On Wednesday morning, just hours before the student-run Mill Café was scheduled to open, a burst pipe caused a temporary water shutdown. Crews quickly responded to the situation and began cleaning up, but it was yet another test for the students managing the café.
Bethany Kelly, program coordinator, sees these challenges as part of the learning process. “When something unexpected happens, the key is to stay calm and take it step-by-step,” Kelly explained. “Today, I walked the students through what happened, what we’re doing to fix it, and helped them work through any questions.”
The Mill Café is run by six students and is part of Hickman Mills’ new Real World Learning Center. The café’s grand opening was set for 8:30 a.m. Wednesday, following a month-long soft opening to iron out any operational challenges. As part of the CORE program, the café offers hands-on experience in managing a business, with students learning everything from menu creation to product ordering and food service operations.
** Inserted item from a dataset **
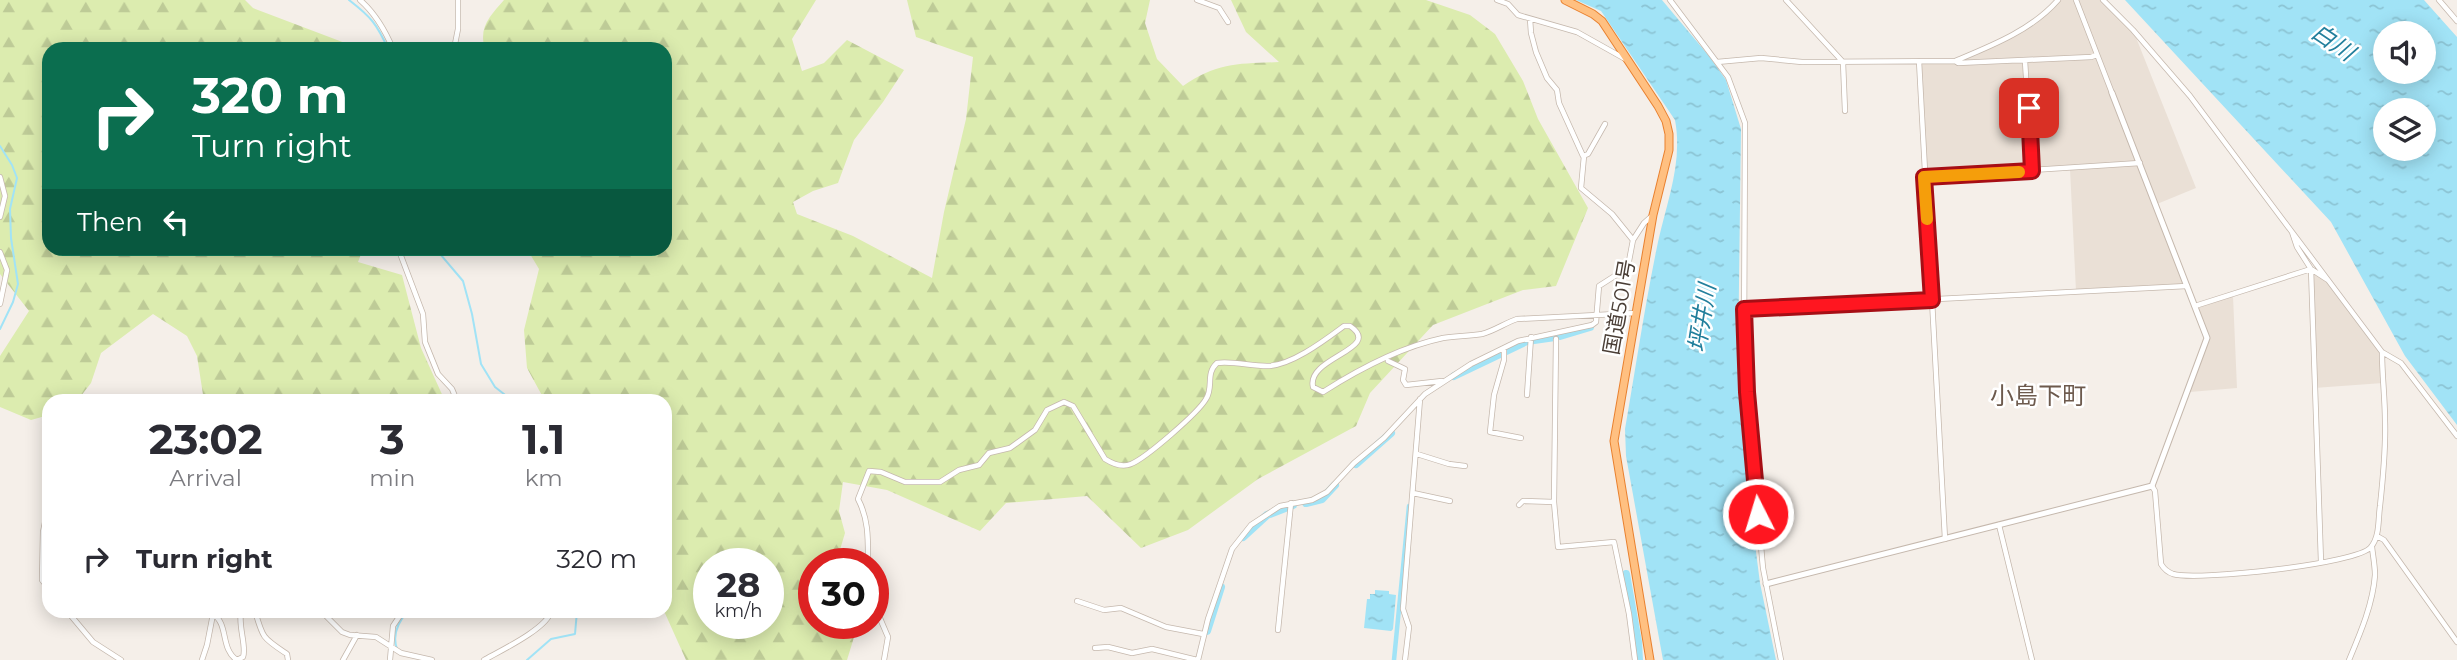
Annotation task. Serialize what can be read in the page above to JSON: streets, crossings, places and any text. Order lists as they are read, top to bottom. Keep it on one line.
{"streets":{"highway":["国道501号"]},"districts":["小島下町"],"water":["白川","坪井川"],"page":{"turn":["320 m","Turn right"],"then":"Then","eta":["23:02","Arrival","3","min","1.1","km"],"list":[{"name":"Turn right","value":"320 m"}],"speed":"28 km/h","limit":"30"}}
Syerra Funderburke, a senior, said the experience has taught her valuable real-world skills she never expected to gain. “I learned a lot about problem-solving and how much it really takes to run a business. I had no idea how much work went into it,” Funderburke said. “These are skills I can use for the rest of my life.”
Students working at the café are paid $16 an hour and also earn high school class credit. Andrew Smithson, one of the CORE teachers, emphasized the importance of patience when ordering and the significance of seeing students’ work have a direct impact on the community.
“It’s powerful for students to see how their work is reflected in the real world,” Smithson said. “When they can see the tangible results of what they’ve learned, it makes everything more meaningful. It’s a reminder of how valuable these lessons are.”
The Mill Café, which offers a selection of food and coffee from The Roasterie, is open to the public from 7 a.m. to 1 p.m.